Homework 11 Key

CHE 116: Numerical Methods and Statistics

Version 1.0 (3/14/2016)


Problem 1 (100 Points)

Write a module to package your CHE 116 methods. You will create two files: stats.py and regression.py. Your stats.py file will contain the confidence interval function from Unit 13, Lecture 1. You will write two regression functions in regression.py: linear_regress and nonlinear_regress. Here are their attributes:

linear_regress:

  1. Takes in an x matrix of data and y values
  2. Performs a regression and return standard errors of the fit coefficients and standard error in residual
  3. Takes in a True/False variable which indicates whether or not to create plots
  4. If creating plots, it should create a single plot (!) with as many subplots as needed to justify the regression
  5. Takes in a pvalue variable, which if True computes and returns $p$-values for each of the coefficients using a t-test hypothesis test

nonlinear_regress:

  1. Takes in an x matrix of data, a function which takes in (beta, x) and returns predicted y, an initial guess for beta, and y values
  2. Performs a regression and return standard errors of the fit coefficients and standard error in residual
  3. Takes in a True/False variable which indicates whether or not to create plots
  4. If creating plots, it should create a single plot (!) with as many subplots as needed to justify the regression
  5. Takes in a pvalue variable, which if True computes and returns $p$-values for each of the coefficients using a t-test hypothesis test
  6. Take in a nonconvex variable, which if True causes the method to use basin_hopping for minimizing SSR

You should be able to install your resulting CHE 116 module using the pip command as shown in lecture.

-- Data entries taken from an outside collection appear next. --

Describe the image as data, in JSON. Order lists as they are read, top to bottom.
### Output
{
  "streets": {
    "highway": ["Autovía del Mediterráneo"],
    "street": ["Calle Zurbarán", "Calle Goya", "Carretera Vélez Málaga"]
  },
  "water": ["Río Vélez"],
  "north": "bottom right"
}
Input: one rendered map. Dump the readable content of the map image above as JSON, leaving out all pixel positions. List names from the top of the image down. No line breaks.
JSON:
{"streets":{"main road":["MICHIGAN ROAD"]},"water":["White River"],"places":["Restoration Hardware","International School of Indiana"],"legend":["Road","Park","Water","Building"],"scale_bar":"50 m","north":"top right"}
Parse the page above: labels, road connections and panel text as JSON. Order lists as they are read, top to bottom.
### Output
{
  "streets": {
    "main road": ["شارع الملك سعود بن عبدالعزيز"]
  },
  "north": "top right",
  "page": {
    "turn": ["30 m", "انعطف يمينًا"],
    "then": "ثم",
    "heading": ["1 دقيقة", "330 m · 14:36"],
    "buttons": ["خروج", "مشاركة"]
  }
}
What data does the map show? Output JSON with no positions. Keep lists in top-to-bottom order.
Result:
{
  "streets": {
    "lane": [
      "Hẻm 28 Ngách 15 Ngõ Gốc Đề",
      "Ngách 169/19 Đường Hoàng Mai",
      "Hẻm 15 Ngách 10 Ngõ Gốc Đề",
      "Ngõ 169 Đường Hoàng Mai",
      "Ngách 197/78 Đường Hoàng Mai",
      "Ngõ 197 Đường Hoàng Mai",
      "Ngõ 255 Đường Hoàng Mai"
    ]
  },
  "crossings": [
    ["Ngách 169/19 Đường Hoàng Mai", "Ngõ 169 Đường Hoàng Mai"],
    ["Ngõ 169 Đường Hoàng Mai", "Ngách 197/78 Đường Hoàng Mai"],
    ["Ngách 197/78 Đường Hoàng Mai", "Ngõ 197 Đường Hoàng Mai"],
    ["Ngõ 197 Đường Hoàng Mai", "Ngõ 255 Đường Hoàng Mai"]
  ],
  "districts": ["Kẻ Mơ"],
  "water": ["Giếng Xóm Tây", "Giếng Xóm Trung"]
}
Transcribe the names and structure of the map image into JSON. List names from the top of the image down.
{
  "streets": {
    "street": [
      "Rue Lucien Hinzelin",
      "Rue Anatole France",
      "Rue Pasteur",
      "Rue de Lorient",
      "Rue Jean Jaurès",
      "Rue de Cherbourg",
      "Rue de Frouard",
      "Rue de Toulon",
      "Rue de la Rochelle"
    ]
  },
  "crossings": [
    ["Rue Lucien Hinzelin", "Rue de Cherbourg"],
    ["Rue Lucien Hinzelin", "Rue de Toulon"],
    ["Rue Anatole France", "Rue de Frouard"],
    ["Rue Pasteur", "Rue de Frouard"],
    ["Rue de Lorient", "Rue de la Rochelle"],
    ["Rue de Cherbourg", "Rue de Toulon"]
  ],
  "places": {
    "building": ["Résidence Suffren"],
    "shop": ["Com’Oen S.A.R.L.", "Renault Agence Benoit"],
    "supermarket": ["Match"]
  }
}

I have been intentionally vague on the specifications. It is up to you to write detailed documentation and specifications about your function. You will be graded according to the following:

  1. Your module can be installed and imported [20 Points]
  2. Your module and functions are well-documented, including examples, returns and parameters descriptions. [20 Points]
  3. Your functions behave correctly on usual data and perform plots/statistics [50 Points]
  4. Your functions respond gracefully to bad inputs and give warnings/notice if it fails to fit for any reason [10 Points]

You should submit a zipped folder containing your module and notebook demonstrating how to use your function.

Folder Layout Answer


In [4]:
#NOTE - you can make these folders in your OS if you want instead.
import os

os.mkdir('che116-package')
os.mkdir('che116-package/che116')

In [6]:
%%writefile che116-package/setup.py

from setuptools import setup

setup(name = 'che116', #the name for install purposes
      author = 'Andrew White', #for your own info
      description = 'A collection of useful functions from CHE 116', #displayed when install/update
      version='1.0',
      packages=['che116']) #This name should match the directory where you put your code


Writing che116-package/setup.py

In [7]:
%%writefile che116-package/che116/__init__.py
'''Contains two files: regression.py and stats.py for now'''


Writing che116-package/che116/__init__.py

Regression Functions - Answer


In [33]:
%%writefile che116-package/che116/regression.py

import numpy as np
import scipy.stats as ss
import scipy.linalg as linalg
import numdifftools as nd
import scipy.optimize as opt
import matplotlib.pyplot as plt

def linear_regress(x_mat, y, plots=False, pvalues=False):
    '''Perform a linear regression given the x matrix and y data.
    
    Examples
    --------
        #make some data
        N = 25
        x_mat = np.column_stack( (np.ones(N), np.linspace(0,10,N)) )
        y = x_mat.dot([2, 3]) + np.random.normal(size=N)
        
        #regress it
        beta, beta_se, resid_se, p_values = linear_regress(x_mat, y, plots=True, pvalues=True)
            
        #compare with our coefficients
        print(beta[0], 2)
        print(beta[1], 3)
        
    
    Parameters
    ----------
        x_mat : numpy array
            The matrix of data. Each row should be a data point and each column a dimension
        y : numpy array
            The single-dimensional output data
        plot : bool
            Wheter or not to make plots
        pvalues : bool
            Wheter or not to compute p-values for each regressed coefficient
    Returns
    -------
        tuple(beta, beta_se, resid_se, p_values)
            Returns a tuple containing the fit coefficients, the standard error in those coefficients, 
            the standard error in the residuals and if pvalues is True, the p-values for each coefficient
            from a t-test.
    
    '''
    #perform checks
    
    #attempt reshape
    if(len(np.shape(x_mat)) == 1):
        x_mat = np.reshape(x_mat, (len(x_mat), 1))
    
    #is data shaped correctly
    N, D = np.shape(x_mat)
    
    if(N < D):
        raise ValueError('Your matrix implies more fit coefficients than data points. Maybe tranpose it?')
    #check if shapes are consistent
    if(N != np.shape(y)[0]):
        raise ValueError('The number of rows in x_mat must match the number of elements in y')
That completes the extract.